End-to-end quantum algorithms for tensor problems
Enrico Fontana, Sivaprasad Omanakuttan, Junhyung Lyle Kim, Joseph Sullivan, Michael Perlin, Ruslan Shaydulin, Shouvanik Chakrabarti
TL;DR
This work develops an end-to-end quantum algorithm for tensor problems, notably tensor PCA and planted kXOR, using a native qubit-based Kikuchi encoding to enable explicit circuit constructions and non-asymptotic resource estimates. The approach leverages guided ground-state energy estimation with a specially prepared guiding state and quantum signal processing, achieving superquadratic to quartic speedups in key regimes, and extends to sparse tensor PCA and tensor completion as well as asymmetric tensors.
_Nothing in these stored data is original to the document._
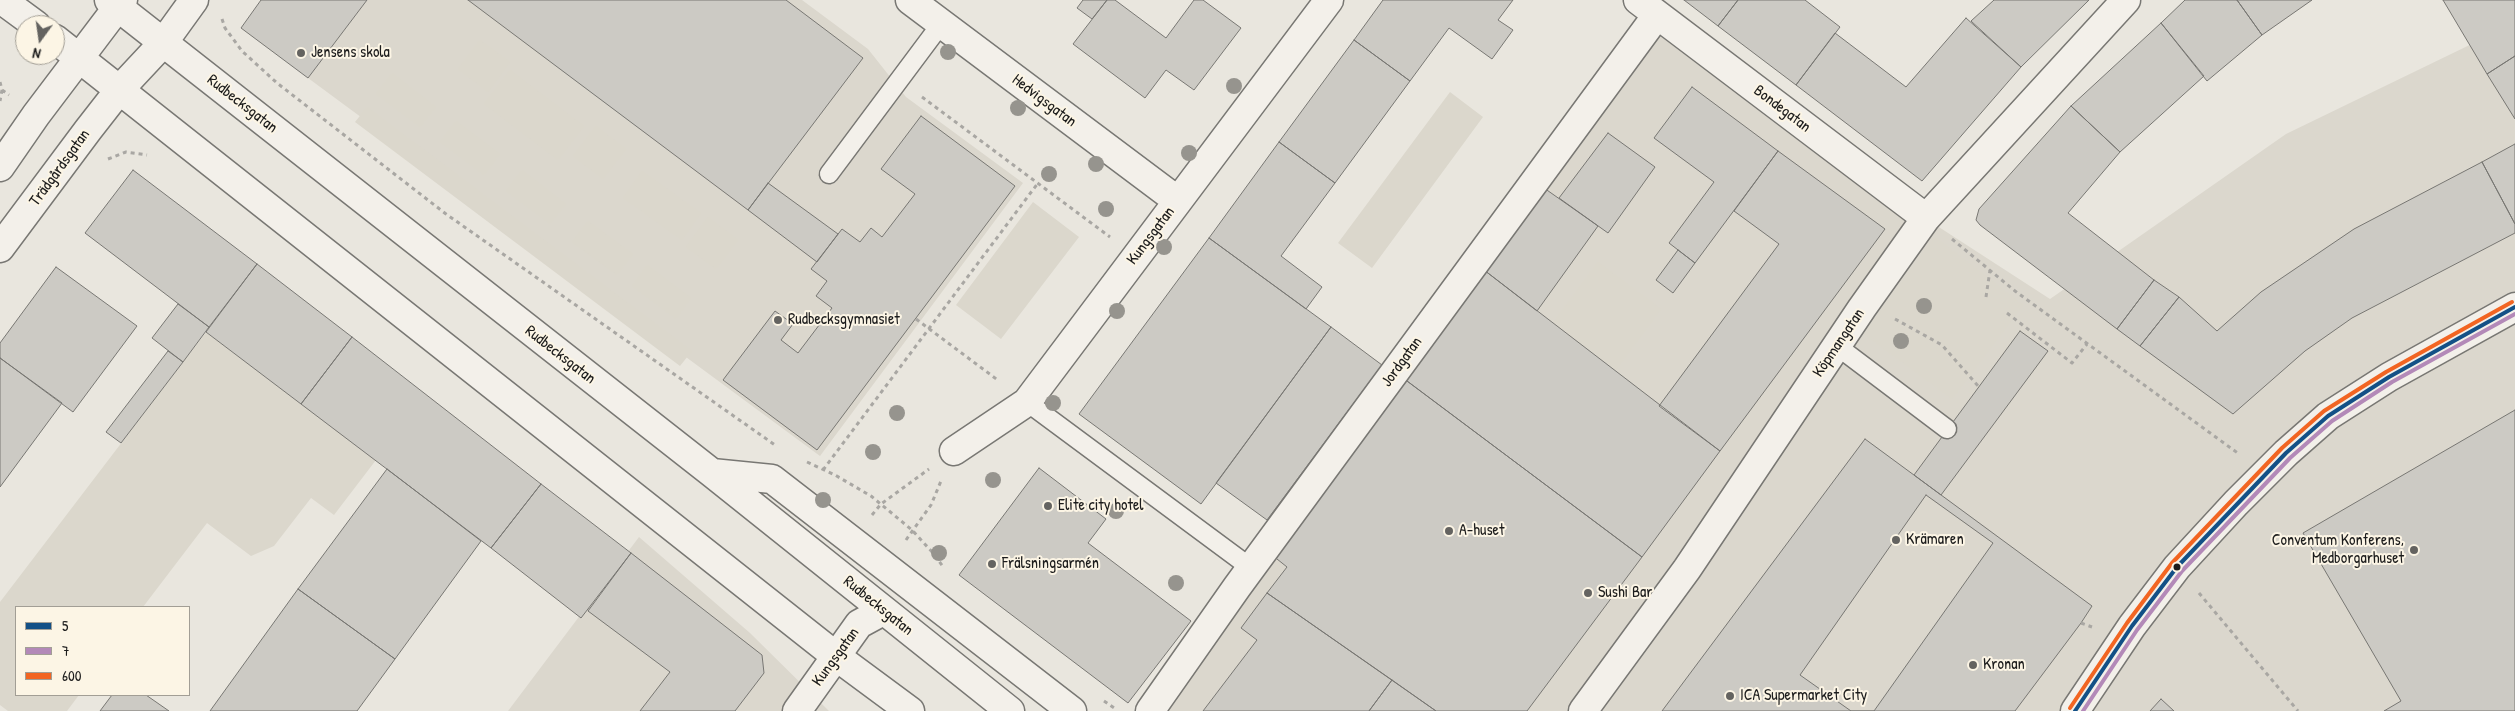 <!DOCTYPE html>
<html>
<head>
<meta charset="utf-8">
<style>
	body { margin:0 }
	#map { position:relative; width:2515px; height:711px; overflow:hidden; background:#e9e6de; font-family:"Patrick Hand",sans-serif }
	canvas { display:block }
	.legend { position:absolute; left:15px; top:606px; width:175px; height:90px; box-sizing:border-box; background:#fcf5e5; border:1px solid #a29e95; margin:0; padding:6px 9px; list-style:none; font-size:15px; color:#1c1c1c }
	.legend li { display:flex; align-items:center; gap:10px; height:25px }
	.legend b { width:25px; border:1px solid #a29e95 }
	.north { position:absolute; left:15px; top:15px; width:50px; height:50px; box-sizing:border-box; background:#fcf5e5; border:1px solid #a29e95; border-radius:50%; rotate:194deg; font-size:14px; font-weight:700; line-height:20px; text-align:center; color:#1c1c1c }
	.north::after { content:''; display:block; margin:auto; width:18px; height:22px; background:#646360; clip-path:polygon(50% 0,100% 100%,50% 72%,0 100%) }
</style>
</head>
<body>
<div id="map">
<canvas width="2515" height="711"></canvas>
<ul class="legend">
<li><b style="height:6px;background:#135086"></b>5</li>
<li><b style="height:6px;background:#b389b8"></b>7</li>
<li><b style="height:6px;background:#f26522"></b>600</li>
</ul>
<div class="north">N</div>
</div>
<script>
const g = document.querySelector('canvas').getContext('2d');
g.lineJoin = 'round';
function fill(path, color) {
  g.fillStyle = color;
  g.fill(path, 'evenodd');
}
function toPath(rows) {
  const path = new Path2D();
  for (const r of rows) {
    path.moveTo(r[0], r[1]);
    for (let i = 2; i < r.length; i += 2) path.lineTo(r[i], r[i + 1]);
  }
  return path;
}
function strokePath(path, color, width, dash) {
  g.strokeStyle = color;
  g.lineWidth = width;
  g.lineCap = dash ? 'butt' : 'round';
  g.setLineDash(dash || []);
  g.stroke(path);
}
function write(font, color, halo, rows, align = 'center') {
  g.font = font + ' "Patrick Hand",sans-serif';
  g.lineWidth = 4;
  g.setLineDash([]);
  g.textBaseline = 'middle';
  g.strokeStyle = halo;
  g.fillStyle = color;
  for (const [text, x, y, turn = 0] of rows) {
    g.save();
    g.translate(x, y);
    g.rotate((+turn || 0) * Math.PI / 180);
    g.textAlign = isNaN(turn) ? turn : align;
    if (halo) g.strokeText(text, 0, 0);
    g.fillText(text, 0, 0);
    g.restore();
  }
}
const built = toPath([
	[367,0,802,0,868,49,906,97,1023,183,820,456,308,78],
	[2515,23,2515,711,1154,711,1656,26,1789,130,2050,299,2286,134],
	[639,537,750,633,829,711,508,711]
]);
const green = toPath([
	[480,40,510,62,488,92,458,69],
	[510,70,584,126,558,160,484,104],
	[392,73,436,107,420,127,376,94],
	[1450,92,1483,117,1372,268,1338,243],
	[367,107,692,351,680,366,355,122],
	[456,121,500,154,484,175,440,142],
	[596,126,626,149,603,179,573,156],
	[522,170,566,204,550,224,506,191],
	[642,171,701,213,682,240,623,198],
	[1033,202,1079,237,1001,339,956,305],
	[708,217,738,240,716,269,686,247],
	[588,221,633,254,617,275,572,242],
	[1935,237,2023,305,1952,399,1864,334],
	[1598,262,1661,309,1615,371,1553,323],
	[647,265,691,298,676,319,632,286],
	[206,332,376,460,334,515,311,498,274,546,251,556,207,523,143,607,16,607,16,695,79,695,67,711,8,711,0,705,0,602]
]);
const building = toPath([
	[261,0,367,0,308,78,241,28,261,0],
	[468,0,786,0,863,58,748,210,468,0],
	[1083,0,1107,0,1092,19,1077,8,1083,0],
	[1107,0,1115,0,1166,38,1194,0,1203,0,1241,28,1194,90,1166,70,1145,98,1073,44,1107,0],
	[1383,0,1513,0,1498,20,1513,30,1492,59,1449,28,1410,81,1354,40,1383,0],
	[1684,0,1738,0,1718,26,1684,0],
	[1738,0,1805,0,1840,27,1796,85,1718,26,1738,0],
	[1994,0,2089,0,2021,67,1971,21,1994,0],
	[2185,0,2237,0,2262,35,2207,81,2161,23,2185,0],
	[2237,0,2312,0,2262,35,2237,0],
	[2443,0,2515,0,2515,56,2487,74,2443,0],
	[1966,18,2021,67,1922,181,1796,85,1835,33,1906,87,1966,18],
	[2161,23,2204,76,2120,152,2071,106,2161,23],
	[1354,40,1410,81,1335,183,1279,142,1354,40],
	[2515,56,2515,119,2487,74,2515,56],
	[1692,87,1778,151,1695,263,1669,243,1714,182,1654,138,1692,87],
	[2071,106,2120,152,2068,213,2154,280,2117,329,1980,225,1976,220,1979,209,2071,106],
	[921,116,1015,186,817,450,723,380,775,311,793,324,781,340,798,353,832,308,816,296,827,281,811,269,842,229,860,242,871,228,882,237,915,194,881,169,921,116],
	[1608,133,1655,167,1608,233,1559,198,1608,133],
	[1279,142,1335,183,1281,256,1322,287,1306,309,1209,238,1279,142],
	[2515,144,2515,224,2482,162,2515,144],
	[1778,151,1885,229,1720,451,1659,406,1779,244,1734,211,1778,151],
	[2482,162,2515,224,2515,233,2352,318,2305,351,2233,414,2140,346,2179,297,2217,331,2261,292,2354,229,2482,162],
	[133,170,257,264,209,327,85,233,133,170],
	[768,183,838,234,817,262,748,210,768,183],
	[1544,188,1598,226,1537,311,1484,270,1544,188],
	[1209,238,1331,327,1201,504,1079,414,1209,238],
	[1678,250,1695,263,1673,293,1656,280,1678,250],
	[257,264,352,337,301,404,206,332,257,264],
	[56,267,137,326,73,412,0,358,0,343,56,267],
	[1484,270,1720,451,1642,557,1403,378,1484,270],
	[2154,280,2179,297,2140,346,2117,329,2154,280],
	[178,304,209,327,183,362,152,338,178,304],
	[1331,327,1382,365,1267,520,1216,483,1331,327],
	[2020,331,2048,351,1941,495,1914,475,2020,331],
	[352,337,541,484,491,548,301,404,352,337],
	[168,351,183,362,121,443,106,432,168,351],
	[0,358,62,403,0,487,0,358],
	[1403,378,1642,557,1527,711,1436,711,1267,593,1287,567,1272,555,1403,378],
	[2515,410,2515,711,2384,711,2401,701,2303,533,2515,410],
	[1865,439,2092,606,2081,623,2015,711,1662,711,1865,439],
	[1039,468,1106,519,1088,543,1191,621,1128,703,959,575,1039,468],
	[387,469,481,541,395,659,298,589,387,469],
	[541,484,631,553,581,618,491,548,541,484],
	[1926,495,1993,543,1874,711,1851,711,1800,675,1926,495],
	[631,553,762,655,764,673,735,711,640,711,670,672,588,611,631,553],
	[298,589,395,659,357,711,210,711,298,589],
	[1267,593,1392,680,1369,711,1203,711,1257,640,1241,628,1267,593],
	[1392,680,1436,711,1369,711,1392,680],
	[112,695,146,695,169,711,100,711,112,695],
	[2161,699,2174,711,2150,711,2161,699]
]);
const path = toPath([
	[222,19,225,28,242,51,277,83,446,214,775,445],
	[0,82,2,90,0,101],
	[2,90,9,95],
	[922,97,1110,237],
	[108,159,126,152,147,155],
	[1952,239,2015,291,2239,454],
	[1986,297,1990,270],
	[2007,313,2072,363,2087,344],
	[916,319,999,381],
	[1895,319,1942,345,1979,387],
	[807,462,835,475,871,496,912,530,933,553,944,568],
	[823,470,1038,183],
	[872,515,881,504,929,469],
	[906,540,931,505,941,481],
	[2199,593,2298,711],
	[2081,623,2092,627],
	[1104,701,1117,710]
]);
const service = toPath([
	[829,174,941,24],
	[1837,346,1947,429],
	[1027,402,1251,568]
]);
const minor = toPath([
	[910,0,1178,201],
	[1638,0,1926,218],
	[954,451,1027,402,1329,0],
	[797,711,859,624,883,611],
	[1150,711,1237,587,1657,15],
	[1583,711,1687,569,1862,308,1926,218,2126,0],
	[2075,711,2132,626,2177,567,2236,503,2286,453,2328,416,2389,377,2515,307]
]);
const secondary = toPath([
	[2,0,36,25],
	[109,0,712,473,1010,711],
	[55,39,837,657,910,711],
	[0,167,36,115,123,0],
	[0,248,88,130,120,89,163,43,194,0],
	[712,473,772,479,1072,711]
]);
const bus1 = toPath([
	[2075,711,2132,626,2177,567,2286,453,2328,416,2389,377,2515,307]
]);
const bus2 = toPath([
	[2083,711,2137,630,2182,571,2290,458,2332,421,2392,382,2515,314]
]);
const bus3 = toPath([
	[2070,708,2127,623,2172,563,2282,448,2324,411,2386,372,2512,302]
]);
const trees = [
	[948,52],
	[1234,86],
	[1018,108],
	[1189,153],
	[1096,164],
	[1049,174],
	[1106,209],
	[1164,247],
	[1924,306],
	[1117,311],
	[1901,341],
	[1053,403],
	[897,413],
	[873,452],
	[993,480],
	[823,500],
	[1116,511],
	[939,553],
	[1176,583]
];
const markers = [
	[301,53,5,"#646360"],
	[778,320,5,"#646360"],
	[1048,506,5,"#646360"],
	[1449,531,5,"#646360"],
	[1896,540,5,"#646360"],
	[2414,550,5,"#646360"],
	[992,564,5,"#646360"],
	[2177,567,4.5,"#1c1c1c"],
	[1588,593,5,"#646360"],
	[1973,665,5,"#646360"],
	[1730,696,5,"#646360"]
];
const poiNames = [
	["Jensens skola",311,53],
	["Rudbecksgymnasiet",788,320],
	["Elite city hotel",1058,506],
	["A-huset",1459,531],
	["Krämaren",1906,540],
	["Conventum Konferens,",2404,541,"right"],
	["Medborgarhuset",2404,559,"right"],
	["Frälsningsarmén",1002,564],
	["Sushi Bar",1598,593],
	["Kronan",1983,665],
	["ICA Supermarket City",1740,696]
];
const streetNames = [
	["Hedvigsgatan",1044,101,37],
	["Rudbecksgatan",242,104,38],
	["Bondegatan",1782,109,37],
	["Trädgårdsgatan",60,168,-54],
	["Kungsgatan",1151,236,-53],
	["Köpmangatan",1839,343,-56],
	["Rudbecksgatan",560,355,38],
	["Jordgatan",1402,362,-54],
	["Rudbecksgatan",878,606,39],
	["Kungsgatan",836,657,-54]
];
fill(built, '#dbd7cd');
fill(green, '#dbd7cc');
fill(building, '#cccac4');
strokePath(building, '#787773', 1);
strokePath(service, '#787773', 21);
strokePath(minor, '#787773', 31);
strokePath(secondary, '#787773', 31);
strokePath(path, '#a9a7a3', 3, [4, 4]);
strokePath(service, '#f3f0ea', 18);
strokePath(minor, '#f3f0ea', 28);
strokePath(secondary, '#f3f0ea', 28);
strokePath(bus1, '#135086', 4);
strokePath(bus2, '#b389b8', 4);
strokePath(bus3, '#f26522', 4);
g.fillStyle = '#96948e';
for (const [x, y] of trees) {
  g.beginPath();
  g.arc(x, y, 8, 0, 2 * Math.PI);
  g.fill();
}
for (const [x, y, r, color] of markers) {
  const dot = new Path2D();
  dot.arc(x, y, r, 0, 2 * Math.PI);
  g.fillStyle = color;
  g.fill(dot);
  strokePath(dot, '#fcf5e5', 2);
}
write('16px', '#1c1c1c', '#fcf5e5', poiNames, 'left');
write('16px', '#1c1c1c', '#fcf5e5', streetNames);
</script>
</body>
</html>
Core contributions include concrete state-preparation and phase-estimation circuits, substantial reductions in constant overheads via a novel guiding-state technique, and rigorous recovery proofs for sparse and asymmetric settings, backed by detailed resource estimates (e.g., ~900 logical qubits and ~10^15 non-Clifford gates for representative instances). The results position tensor problems as practical candidates for quantum advantage on fault-tolerant hardware, while also clarifying the interplay with improved classical algorithms and highlighting the potential for further compiler and algorithmic improvements.
Abstract
We present a comprehensive end-to-end quantum algorithm for tensor problems, including tensor PCA and planted kXOR, that achieves potential superquadratic quantum speedups over classical methods. We build upon prior works by Hastings~(\textit{Quantum}, 2020) and Schmidhuber~\textit{et al.}~(\textit{Phys.~Rev.~X.}, 2025), we address key limitations by introducing a native qubit-based encoding for the Kikuchi method, enabling explicit quantum circuit constructions and non-asymptotic resource estimation. Our approach substantially reduces constant overheads through a novel guiding state preparation technique as well as circuit optimizations, reducing the threshold for a quantum advantage. We further extend the algorithmic framework to support recovery in sparse tensor PCA and tensor completion, and generalize detection to asymmetric tensors, demonstrating that the quantum advantage persists in these broader settings. Detailed resource estimates show that 900 logical qubits, $\sim 10^{15}$ gates and $\sim 10^{12}$ gate depth suffice for a problem that classically requires $\sim 10^{23}$ FLOPs. The gate count and depth for the same problem without the improvements presented in this paper would be at least $10^{19}$ and $10^{18}$ respectively. These advances position tensor problems as a candidate for quantum advantage whose resource requirements benefit significantly from algorithmic and compilation improvements; the magnitude of the improvements suggest that further enhancements are possible, which would make the algorithm viable for upcoming fault-tolerant quantum hardware.